Problem requirements: If a line in the records below includes the word "direction", count it, then give the total and nothing else.

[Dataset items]
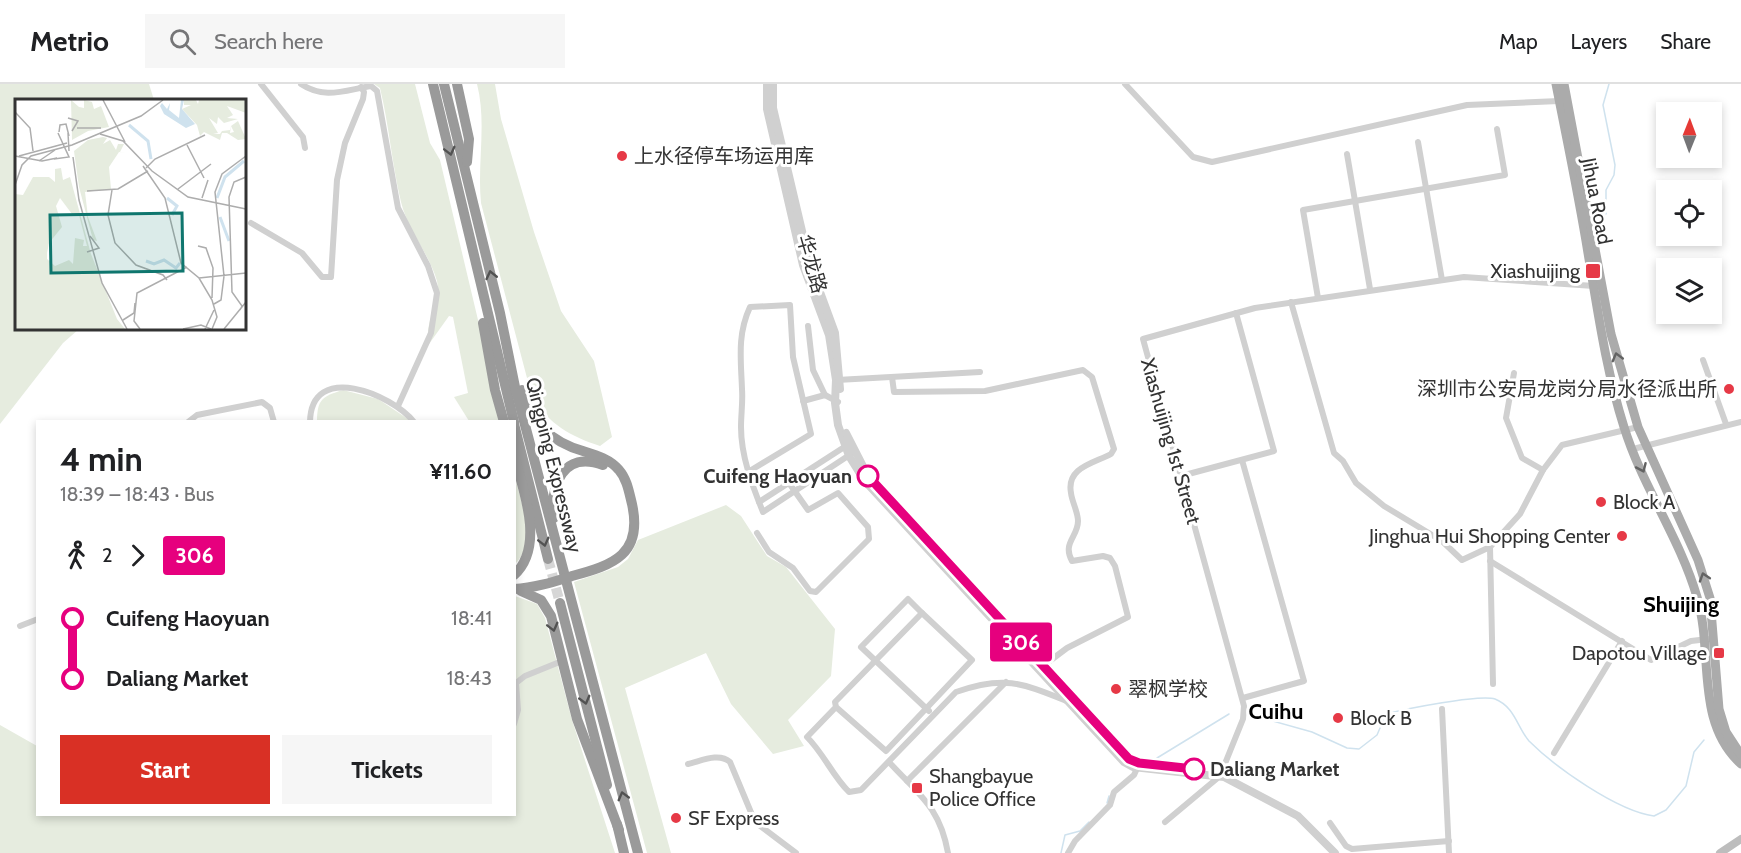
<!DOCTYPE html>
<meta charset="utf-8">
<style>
:root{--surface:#fff;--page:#f6f6f6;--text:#202124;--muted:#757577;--line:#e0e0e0;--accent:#d93025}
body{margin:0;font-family:Cabin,"Noto Sans SC",sans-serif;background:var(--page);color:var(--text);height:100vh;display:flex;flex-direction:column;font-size:22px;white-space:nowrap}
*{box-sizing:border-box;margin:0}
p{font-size:20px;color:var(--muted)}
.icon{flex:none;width:33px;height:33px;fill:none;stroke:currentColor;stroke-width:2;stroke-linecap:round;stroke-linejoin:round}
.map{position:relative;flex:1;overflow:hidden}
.details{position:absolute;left:36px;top:336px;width:480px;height:396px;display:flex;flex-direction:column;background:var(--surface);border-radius:0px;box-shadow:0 3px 9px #0003}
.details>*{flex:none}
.badge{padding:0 12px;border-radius:4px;font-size:21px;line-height:39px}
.needle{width:39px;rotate:1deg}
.buttons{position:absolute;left:1656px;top:18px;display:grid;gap:12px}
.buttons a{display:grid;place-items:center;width:66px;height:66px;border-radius:0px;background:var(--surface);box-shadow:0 3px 9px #0003;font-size:30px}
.map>.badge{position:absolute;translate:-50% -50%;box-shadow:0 0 0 3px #fff}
.legs{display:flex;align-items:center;gap:9px;height:66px;padding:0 24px;font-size:20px}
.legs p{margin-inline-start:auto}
.head{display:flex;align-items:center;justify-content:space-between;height:102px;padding:0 24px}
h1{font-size:33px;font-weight:700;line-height:45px}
.action{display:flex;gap:12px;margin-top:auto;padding:12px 24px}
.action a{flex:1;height:69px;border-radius:0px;background:var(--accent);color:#fff;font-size:24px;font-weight:700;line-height:69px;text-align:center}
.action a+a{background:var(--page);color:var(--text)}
ul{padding:0 24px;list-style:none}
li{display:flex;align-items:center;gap:21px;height:60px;font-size:22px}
li i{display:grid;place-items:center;width:9px;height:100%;margin:0 8px;background:currentColor}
li i::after{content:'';width:15px;height:15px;margin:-8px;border:4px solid;border-radius:50%;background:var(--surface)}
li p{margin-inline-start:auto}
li:first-child i{background:linear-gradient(#0000 50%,currentColor 0)}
li:last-child i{background:linear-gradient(currentColor 50%,#0000 0)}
header{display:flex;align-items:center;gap:36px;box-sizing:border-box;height:84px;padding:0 30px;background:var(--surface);border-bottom:2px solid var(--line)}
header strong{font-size:28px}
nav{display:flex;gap:33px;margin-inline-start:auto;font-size:21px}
.search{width:420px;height:54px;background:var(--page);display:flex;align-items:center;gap:15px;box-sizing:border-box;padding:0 21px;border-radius:0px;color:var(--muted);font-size:22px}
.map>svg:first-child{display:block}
.green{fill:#e6ecdf}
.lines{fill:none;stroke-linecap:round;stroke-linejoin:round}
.stream{stroke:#cfe2ee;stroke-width:1.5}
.motorway-tunnel{stroke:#d6d6d6;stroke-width:10;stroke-dasharray:10 5;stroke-linecap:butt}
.minor{stroke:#d0d0d0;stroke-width:6}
.tertiary{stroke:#d0d0d0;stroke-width:8}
.secondary{stroke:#bdbdbd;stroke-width:8}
.primary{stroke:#ababab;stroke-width:9}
.motorway{stroke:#9a9a9a;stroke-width:10}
.oneway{stroke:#525252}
.oneway2{stroke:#636363}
.line-1-casing{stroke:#fff;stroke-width:14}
.line-1{stroke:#e6007e;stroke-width:9}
.poi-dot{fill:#e63946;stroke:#fff;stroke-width:2}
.stop-1-dot{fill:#fff;stroke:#e6007e;stroke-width:3}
.labels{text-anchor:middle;stroke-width:6;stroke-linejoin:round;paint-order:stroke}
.poi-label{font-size:20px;fill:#333;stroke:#fff;text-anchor:start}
.street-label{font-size:20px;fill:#333;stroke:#fff}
.stop-label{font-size:20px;font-weight:bold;fill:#333;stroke:#fff;text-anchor:end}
.quarter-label{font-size:22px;font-weight:bold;fill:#000;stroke:#fff}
.inset-river{fill:none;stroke:#cfe2ee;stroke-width:3}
.inset-road{fill:none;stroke:#adadad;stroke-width:1.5}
.view{fill:#0f766e;fill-opacity:0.15;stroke:#0f766e;stroke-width:3}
.inset-edge{fill:none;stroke:#333;stroke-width:3}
</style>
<header>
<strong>Metrio</strong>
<div class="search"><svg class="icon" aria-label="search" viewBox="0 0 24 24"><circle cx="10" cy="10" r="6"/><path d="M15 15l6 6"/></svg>Search here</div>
<nav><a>Map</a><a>Layers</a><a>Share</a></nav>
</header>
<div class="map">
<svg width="1741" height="769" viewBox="0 0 1741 769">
<rect width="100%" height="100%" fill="#fff"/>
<g class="green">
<path d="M0,0h149l5,16h-138v228l63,1 -16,14 -63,81z"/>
<path d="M374,0h41l15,59 10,17 62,261h-33l-15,-24 14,-4 -15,-76 -4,-1 -20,28c-6,-23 13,-41 8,-63 -8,-28 -29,-50 -36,-79 -9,-38 -12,-77 -21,-114z"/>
<path d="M477,0h18l6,35 33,113 27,79 33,50 18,76 -12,9c-30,-10 -50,-21 -68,-49l-51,-194c-4,-40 6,-80 -4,-119z"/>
<path d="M343,306l35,9 33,22h-94c0,-22 6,-25 26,-31z"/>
<path d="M514,390c6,25 24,69 1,90z"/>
<path d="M726,421l15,11 26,40 19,11 49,62 -4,47 -43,44 16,26 -31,8 -42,-50 -25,-51 -81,35 46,165h-24l-73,-271 44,-15 10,-8 10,-19z"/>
<path d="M515,512l22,8 8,14 27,102 43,133h-615v-128l37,21 1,68h476z"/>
</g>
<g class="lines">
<g class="stream">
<path d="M1606,130v-24l8,-15 1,-10 -12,-60 6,-21"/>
<path d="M1255,632l57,16 35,16 12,1 18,-14 9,-21c19,-5 94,-20 109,-15 20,8 22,28 34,42 26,26 88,70 125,75l12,-6 20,-24 8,-34 10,-12"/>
<path d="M1157,674l72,-44"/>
<path d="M1107,719l2,-7"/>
<path d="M1061,769l4,-18 15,-4 9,-9"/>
</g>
<path class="motorway-tunnel" d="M548,475l12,44"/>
<g class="minor">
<path d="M261,0l42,53 2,11"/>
<path d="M301,0c24,16 44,6 70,2l6,5 21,117 30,58 9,27 -6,40 -33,73"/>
<path d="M1125,0l68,73 19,5 255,-57 92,-4"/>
<path d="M1418,58l24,138"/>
<path d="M1347,70l23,135"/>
<path d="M251,139l51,30 20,24h9l6,-97 8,-37 18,-44 1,-7 -3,-5"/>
<path d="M1318,214l-15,-88 202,-35 -8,-46"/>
<path d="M1291,218l43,151 9,8 13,22 28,23 58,35 20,19 28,-13 30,-33 23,-44 19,-25 76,-18"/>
<path d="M808,242l5,44 12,25"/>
<path d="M1703,276l23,64"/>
<path d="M1514,289l-8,45 16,40 21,12"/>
<path d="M892,293l2,15 91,-1 98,-21 9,7 22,72 -3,5c-16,9 -45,13 -40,39 1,9 7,19 7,28 0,16 -16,22 -6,40l31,-5 7,2 5,8 13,51 -61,31 -24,18"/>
<path d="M837,296l143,-8"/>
<path d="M803,317l22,-6 13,7"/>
<path d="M188,338l9,-7 65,-13 8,6 4,14"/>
<path d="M310,338c1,-61 82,-28 104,0"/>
<path d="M1633,365l108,-27"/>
<path d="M1242,376l62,221 -61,17"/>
<path d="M748,388l63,-38 -18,-77 -3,-52 -40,2c-13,28 -9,53 -8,82 1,13 -1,25 -1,38 0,29 11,58 22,85l91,-60"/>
<path d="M1181,392l93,-25 -38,-138"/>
<path d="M759,418l90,-58"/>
<path d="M757,449l12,19 24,16 17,23 6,1 53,-53 -1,-12 -30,-34 -30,17 -19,-27"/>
<path d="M1490,463l3,137"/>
<path d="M1490,477l161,99 40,-19 17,-2"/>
<path d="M922,529l-14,-14 -47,48 68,64"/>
<path d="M20,542l18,-7"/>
<path d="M836,623l50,44 86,-91 -50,-47 -87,89 1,5 -29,30c17,17 25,38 42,55l12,-2 95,-98c48,-17 66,-9 111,9"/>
<path d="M1442,625l7,144"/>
<path d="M514,640l4,-14 -2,-27 9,-7 37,-15"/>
<path d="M1554,669l68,-112"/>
<path d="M889,678c30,33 51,45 59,91"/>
<path d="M688,680c13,-3 31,-12 42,-2l25,60 41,31"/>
<path d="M907,697l99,-99"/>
<path d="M1165,738l55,-46 23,-57 1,-13 -101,-367 112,-31 209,-31 130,9"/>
<path d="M1330,739l16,23 6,3 97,-8"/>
<path d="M1068,769l7,-12 35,-36 4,-13 20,-17 5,-11"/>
</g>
<g class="tertiary">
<path d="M767,0v25l36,156 26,70 7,45 -1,23 3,22 11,31 15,24 260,282 9,5 91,10 74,39 37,37"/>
<path d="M773,0v24l37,157 25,68 5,56"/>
<path d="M846,349l22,43 261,283 13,5"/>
</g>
<path class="secondary" d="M1720,769l21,-14"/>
<g class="primary">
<path d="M1556,0c11,56 23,113 32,169 10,59 18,117 36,174 18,59 56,111 73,170 17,56 -3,124 44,167"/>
<path d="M1564,0l47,250 27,93 60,133 12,38 9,111 7,23 15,23"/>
</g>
<g class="motorway">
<path d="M433,0l81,338"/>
<path d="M444,0l56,229 15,74 123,466"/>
<path d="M457,0l12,55 -2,23"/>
<path d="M483,239l12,67 9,32"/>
<path d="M514,340l34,135"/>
<path d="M514,372c10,35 31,91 0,119"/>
<path d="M554,434c-4,-33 9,-68 49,-53"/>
<path d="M514,505c21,-1 39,-7 58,-13 42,-11 71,-22 60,-72 -3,-12 -5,-25 -13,-34 -9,-11 -23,-15 -36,-19 -32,-9 -52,-28 -61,-61"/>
<path d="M521,507l20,9 10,16 26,103 42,111"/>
<path d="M560,519l47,182"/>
<path d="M617,740l7,29"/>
</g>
</g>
<defs><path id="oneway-chevron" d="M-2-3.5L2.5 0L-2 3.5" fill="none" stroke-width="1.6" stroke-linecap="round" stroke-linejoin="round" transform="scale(1.5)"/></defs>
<g class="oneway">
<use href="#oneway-chevron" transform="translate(450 67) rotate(76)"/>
<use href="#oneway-chevron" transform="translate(491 191) rotate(-103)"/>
<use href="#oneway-chevron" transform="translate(544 458) rotate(76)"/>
<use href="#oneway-chevron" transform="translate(553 543) rotate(76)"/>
<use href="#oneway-chevron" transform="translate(585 616) rotate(75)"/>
<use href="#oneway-chevron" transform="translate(623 712) rotate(-105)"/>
</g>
<g class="oneway2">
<use href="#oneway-chevron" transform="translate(1617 273) rotate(-105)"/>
<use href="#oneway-chevron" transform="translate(1642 384) rotate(66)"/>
<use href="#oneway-chevron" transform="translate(1704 493) rotate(-108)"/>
</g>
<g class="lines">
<g class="line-1-casing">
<path id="line-1" d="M868,392l261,283 10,4 55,6"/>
</g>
<use href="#line-1" class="line-1"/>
</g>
<g class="poi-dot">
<circle cx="622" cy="72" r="6"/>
<rect x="1585" y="179" width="16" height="16" rx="3"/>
<circle cx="1729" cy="305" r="6"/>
<circle cx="1601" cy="418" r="6"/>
<circle cx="1622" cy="452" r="6"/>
<rect x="1713" y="563" width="12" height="12" rx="3"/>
<circle cx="1116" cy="605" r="6"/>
<circle cx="1338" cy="634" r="6"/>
<rect x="911" y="698" width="12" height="12" rx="3"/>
<circle cx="676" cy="734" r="6"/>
</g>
<g class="stop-1-dot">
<circle cx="868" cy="392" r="10"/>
<circle cx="1194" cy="685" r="10"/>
</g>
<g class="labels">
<g class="poi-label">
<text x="634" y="79">上水径停车场运用库</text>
<text x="1580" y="194" text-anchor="end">Xiashuijing</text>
<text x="1717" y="312" text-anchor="end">深圳市公安局龙岗分局水径派出所</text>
<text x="1613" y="425">Block A</text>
<text x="1610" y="459" text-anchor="end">Jinghua Hui Shopping Center</text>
<text x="1707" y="576" text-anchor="end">Dapotou Village</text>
<text x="1128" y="612">翠枫学校</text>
<text x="1350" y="641">Block B</text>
<text x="929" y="699">Shangbayue<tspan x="929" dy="23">Police Office</tspan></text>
<text x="688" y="741">SF Express</text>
</g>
<g class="street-label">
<text transform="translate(1597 117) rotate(79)" y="7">Jihua Road</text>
<text transform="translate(812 180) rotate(74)" y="7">华龙路</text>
<text transform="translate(1171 357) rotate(74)" y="7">Xiashuijing 1st Street</text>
<text transform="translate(554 381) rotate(76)" y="7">Qingping Expressway</text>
</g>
<g class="stop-label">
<text x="852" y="399">Cuifeng Haoyuan</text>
<text x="1210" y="692" text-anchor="start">Daliang Market</text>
</g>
<g class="quarter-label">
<text x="1681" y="528">Shuijing</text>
<text x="1276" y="635">Cuihu</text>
</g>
</g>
<g transform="translate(15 15)">
<rect width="231" height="231" fill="#fff"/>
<path d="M56,1l8,7 5,1v-8l8,2 2,7 7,-3 8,21 -21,4 -16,9zM169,1h12l2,4 1,-4h47v13l-19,-7 6,9 -6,3 11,1 -14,4 -6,-6 -1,7 -8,-6 9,15 -5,1h7l2,-3 8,-1 1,-5 -1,8 4,-1 -3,-6 7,-5 8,18 -8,1 -11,-7h-5l-2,7 -16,-8 -4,4 -3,-11 -15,-16 9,-4h-7zM88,38l4,1 -4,6 7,-4 6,10 2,-6h6l-4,8 7,1 -8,-1 -10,15 2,22 -26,3 3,25 9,24 -4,-1 -14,-53 -5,-36 14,-11zM46,69l2,12 7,-3 21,77 26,65 8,10h-110v-135l8,1 10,-18h16l6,5v-13zM45,99l12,16 7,1 8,31h-4l1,-6 -9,-2 -2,26 -4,-4 -14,6 -8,-7v-6l2,-10 13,-16 -6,-21z" fill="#e6ecdf" fill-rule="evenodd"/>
<path d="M166,1h3l-2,9 13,15 -9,4 -22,-14 -4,-8 2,-3 5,6 3,-6 -1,7 10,8z" fill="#cfe2ee"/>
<path class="inset-river" d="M114,26l19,16 3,18M152,99l10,8 -5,9M202,99l8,-21 19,-16M205,118l9,24M131,162l8,3 10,-4 12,8 4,-5"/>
<path class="inset-road" d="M88,1l22,42M0,13l15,16 3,23M53,19l10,3 -6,10M62,29h24M44,33l1,-7 6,-1 3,12M53,34l1,18M85,35l23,7 29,30 36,26 58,12M172,46l17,33M0,57l27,5 15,-3M4,57l48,-13M58,58l6,43 23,83 25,46M39,60l15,-2 -11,-24M24,62l16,-11M128,67l22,32 16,65 18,15 13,22 5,17 -5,12M131,69l9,-9 50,-24M0,86l7,-20 9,-9 41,-11 69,-29 22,-16M163,90l33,-25M97,91l-4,25 7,28 21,22 27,10 4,5M72,92l31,-2 30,-18M187,99l6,-18M183,147l8,2 7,20 -1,30M72,153l12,-4 -9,-12M184,179l47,-5M199,205l7,-4 3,-24 -9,-84 7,-18 24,-18M225,211l2,-4 -10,-14 -3,-95 5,-15 12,-5M108,221l11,-7 1,-10M125,230l-6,-8 3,-28 50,-26M168,230l18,-4 10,4M190,230l9,-19M209,230l22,-27"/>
<path class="view" d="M167,114l1,58 -132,2 -1,-58z"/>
<rect width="231" height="231" class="inset-edge"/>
</g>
</svg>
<div class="buttons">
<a><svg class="needle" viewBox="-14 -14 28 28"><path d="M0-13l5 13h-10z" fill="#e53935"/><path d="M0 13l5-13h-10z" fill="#757577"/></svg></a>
<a><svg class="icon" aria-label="locate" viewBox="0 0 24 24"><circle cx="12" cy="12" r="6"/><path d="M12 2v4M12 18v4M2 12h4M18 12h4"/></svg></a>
<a><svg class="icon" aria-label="layers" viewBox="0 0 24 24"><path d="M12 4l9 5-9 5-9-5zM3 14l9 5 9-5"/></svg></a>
</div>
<b class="badge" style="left:1021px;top:558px;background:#e6007e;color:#fff">306</b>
<section class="details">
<div class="head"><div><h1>4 min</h1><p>18:39 – 18:43 · Bus</p></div><b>¥11.60</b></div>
<div class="legs"><svg class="icon" aria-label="walk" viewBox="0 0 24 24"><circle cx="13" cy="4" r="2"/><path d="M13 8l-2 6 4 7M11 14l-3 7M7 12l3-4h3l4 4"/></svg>2<svg class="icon" aria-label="forward" viewBox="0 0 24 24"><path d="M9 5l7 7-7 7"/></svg><b class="badge" style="background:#e6007e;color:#fff">306</b></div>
<ul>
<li><i style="color:#e6007e"></i><b>Cuifeng Haoyuan</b><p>18:41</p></li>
<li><i style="color:#e6007e"></i><b>Daliang Market</b><p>18:43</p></li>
</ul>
<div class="action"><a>Start</a><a>Tickets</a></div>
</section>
</div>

Exercise solution: 2